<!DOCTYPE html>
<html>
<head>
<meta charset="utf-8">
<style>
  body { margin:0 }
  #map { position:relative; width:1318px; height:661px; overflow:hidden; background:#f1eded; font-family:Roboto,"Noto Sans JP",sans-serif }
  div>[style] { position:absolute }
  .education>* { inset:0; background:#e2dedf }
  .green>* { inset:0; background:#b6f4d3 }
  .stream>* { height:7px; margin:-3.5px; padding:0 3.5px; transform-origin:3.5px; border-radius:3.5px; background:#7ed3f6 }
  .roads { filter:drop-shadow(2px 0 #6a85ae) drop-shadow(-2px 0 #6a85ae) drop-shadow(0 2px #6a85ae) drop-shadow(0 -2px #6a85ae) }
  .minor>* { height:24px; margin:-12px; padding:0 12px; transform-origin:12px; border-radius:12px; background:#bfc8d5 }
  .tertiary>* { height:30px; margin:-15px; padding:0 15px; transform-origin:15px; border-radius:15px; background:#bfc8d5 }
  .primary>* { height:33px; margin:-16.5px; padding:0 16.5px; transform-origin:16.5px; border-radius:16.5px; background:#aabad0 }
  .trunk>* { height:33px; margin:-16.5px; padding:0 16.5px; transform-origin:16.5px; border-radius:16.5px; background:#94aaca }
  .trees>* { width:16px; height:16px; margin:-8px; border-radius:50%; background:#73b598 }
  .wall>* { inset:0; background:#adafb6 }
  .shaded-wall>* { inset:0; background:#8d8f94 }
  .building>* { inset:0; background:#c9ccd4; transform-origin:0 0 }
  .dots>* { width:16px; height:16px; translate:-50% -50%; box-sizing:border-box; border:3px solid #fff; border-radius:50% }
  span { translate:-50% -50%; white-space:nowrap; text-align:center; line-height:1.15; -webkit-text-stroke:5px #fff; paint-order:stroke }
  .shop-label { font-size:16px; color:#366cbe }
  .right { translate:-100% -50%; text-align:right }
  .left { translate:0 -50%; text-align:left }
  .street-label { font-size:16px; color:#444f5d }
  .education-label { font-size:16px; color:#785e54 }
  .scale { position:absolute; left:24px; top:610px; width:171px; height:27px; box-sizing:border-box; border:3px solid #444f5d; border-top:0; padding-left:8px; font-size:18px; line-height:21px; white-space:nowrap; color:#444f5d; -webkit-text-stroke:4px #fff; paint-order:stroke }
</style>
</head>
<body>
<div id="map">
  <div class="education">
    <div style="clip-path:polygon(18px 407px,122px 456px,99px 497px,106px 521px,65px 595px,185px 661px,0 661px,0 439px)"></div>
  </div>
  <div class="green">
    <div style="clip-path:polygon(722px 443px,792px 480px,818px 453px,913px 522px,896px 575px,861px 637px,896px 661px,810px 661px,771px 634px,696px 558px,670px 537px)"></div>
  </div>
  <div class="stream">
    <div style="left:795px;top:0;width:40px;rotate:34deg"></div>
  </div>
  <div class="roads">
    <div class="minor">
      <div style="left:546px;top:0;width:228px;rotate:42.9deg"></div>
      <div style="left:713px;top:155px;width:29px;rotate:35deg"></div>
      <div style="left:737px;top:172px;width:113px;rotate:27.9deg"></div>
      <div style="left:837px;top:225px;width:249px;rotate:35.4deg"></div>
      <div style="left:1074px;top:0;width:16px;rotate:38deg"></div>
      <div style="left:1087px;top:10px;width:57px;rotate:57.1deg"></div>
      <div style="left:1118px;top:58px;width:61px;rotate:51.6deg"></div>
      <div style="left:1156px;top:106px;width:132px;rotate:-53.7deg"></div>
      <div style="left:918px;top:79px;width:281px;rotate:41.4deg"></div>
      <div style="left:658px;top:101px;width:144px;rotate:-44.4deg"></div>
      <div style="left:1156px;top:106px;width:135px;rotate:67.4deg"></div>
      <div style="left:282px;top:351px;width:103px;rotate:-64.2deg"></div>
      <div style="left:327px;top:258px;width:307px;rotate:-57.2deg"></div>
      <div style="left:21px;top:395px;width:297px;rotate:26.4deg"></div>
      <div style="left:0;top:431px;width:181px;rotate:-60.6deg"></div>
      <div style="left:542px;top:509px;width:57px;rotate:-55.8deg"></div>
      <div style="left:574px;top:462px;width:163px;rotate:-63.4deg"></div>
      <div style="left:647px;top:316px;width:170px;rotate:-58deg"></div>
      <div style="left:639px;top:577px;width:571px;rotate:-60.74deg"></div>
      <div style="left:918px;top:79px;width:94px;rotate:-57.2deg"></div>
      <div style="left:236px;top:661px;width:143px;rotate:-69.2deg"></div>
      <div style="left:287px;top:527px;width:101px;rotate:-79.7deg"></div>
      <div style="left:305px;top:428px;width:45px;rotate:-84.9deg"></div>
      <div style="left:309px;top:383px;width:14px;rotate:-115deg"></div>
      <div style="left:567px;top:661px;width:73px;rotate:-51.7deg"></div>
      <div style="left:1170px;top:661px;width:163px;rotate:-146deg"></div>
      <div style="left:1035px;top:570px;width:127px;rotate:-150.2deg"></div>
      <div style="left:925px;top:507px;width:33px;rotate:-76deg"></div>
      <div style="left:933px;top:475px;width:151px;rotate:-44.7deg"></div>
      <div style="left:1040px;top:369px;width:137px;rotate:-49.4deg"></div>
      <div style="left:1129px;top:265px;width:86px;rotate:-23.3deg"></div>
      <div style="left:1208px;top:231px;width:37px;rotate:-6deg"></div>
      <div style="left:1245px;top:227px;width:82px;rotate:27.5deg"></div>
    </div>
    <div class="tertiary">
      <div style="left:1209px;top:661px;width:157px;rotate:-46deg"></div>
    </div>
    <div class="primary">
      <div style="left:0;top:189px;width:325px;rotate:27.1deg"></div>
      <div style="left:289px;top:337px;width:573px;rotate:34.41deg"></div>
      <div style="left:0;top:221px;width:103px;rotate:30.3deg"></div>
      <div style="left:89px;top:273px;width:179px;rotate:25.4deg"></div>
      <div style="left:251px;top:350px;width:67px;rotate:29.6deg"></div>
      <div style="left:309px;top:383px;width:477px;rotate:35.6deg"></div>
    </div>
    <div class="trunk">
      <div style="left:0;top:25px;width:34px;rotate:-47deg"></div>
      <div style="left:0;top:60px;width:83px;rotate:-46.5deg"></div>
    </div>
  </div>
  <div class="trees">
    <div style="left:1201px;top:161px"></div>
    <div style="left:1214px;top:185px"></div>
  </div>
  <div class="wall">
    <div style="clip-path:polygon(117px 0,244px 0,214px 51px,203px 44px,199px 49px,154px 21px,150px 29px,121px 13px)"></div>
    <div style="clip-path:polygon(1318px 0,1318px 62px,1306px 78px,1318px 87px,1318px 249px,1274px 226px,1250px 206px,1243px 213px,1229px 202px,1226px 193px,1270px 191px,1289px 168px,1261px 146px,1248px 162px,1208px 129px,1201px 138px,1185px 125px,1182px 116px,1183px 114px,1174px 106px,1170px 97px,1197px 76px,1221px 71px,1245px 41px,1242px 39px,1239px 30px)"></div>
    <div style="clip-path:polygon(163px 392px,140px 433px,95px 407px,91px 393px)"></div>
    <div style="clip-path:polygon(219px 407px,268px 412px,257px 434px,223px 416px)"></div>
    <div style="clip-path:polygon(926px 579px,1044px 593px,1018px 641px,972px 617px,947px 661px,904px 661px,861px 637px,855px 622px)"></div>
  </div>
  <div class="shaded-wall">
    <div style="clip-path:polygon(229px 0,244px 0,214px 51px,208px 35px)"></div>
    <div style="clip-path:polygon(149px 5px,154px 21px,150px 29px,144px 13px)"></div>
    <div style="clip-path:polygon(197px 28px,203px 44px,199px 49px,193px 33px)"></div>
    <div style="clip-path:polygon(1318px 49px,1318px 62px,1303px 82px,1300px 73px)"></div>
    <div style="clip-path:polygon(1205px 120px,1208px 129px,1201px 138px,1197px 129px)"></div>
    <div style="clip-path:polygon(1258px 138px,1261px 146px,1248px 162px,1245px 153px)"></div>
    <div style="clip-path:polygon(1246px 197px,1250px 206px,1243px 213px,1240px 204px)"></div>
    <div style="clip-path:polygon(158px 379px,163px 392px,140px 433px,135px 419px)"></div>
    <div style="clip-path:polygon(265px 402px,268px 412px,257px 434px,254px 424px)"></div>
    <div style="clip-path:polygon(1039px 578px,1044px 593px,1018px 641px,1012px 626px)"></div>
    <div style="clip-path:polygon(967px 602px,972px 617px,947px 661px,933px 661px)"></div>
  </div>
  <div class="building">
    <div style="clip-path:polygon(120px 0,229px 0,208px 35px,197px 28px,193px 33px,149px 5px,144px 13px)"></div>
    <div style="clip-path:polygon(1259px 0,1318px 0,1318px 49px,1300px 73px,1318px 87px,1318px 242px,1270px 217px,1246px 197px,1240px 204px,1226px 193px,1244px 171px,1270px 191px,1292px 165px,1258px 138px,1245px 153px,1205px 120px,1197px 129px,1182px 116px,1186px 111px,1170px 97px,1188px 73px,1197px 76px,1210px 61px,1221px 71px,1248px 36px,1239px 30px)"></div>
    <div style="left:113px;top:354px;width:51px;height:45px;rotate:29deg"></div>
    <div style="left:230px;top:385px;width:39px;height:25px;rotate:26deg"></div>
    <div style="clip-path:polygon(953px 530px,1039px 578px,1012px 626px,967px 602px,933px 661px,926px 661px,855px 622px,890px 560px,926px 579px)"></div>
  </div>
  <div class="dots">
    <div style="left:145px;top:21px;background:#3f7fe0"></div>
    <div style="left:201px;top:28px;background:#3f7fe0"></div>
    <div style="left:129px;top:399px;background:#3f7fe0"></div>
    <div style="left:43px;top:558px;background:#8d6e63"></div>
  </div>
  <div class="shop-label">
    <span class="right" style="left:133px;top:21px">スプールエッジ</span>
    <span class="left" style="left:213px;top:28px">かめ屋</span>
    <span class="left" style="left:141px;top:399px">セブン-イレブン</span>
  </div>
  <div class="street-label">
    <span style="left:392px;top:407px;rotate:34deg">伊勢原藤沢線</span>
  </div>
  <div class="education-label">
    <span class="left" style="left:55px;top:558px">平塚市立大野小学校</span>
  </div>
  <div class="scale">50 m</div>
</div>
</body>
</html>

☆ ☆ ☆ ☆

Your answer should consist of the lines from the line with "position:relative; width:1318px; height:661px;" to the line with "filter:drop-shadow(2px 0 #6a85ae)" above, repeated exactly, both ends included.

◆ Exercise response:
  #map { position:relative; width:1318px; height:661px; overflow:hidden; background:#f1eded; font-family:Roboto,"Noto Sans JP",sans-serif }
  div>[style] { position:absolute }
  .education>* { inset:0; background:#e2dedf }
  .green>* { inset:0; background:#b6f4d3 }
  .stream>* { height:7px; margin:-3.5px; padding:0 3.5px; transform-origin:3.5px; border-radius:3.5px; background:#7ed3f6 }
  .roads { filter:drop-shadow(2px 0 #6a85ae) drop-shadow(-2px 0 #6a85ae) drop-shadow(0 2px #6a85ae) drop-shadow(0 -2px #6a85ae) }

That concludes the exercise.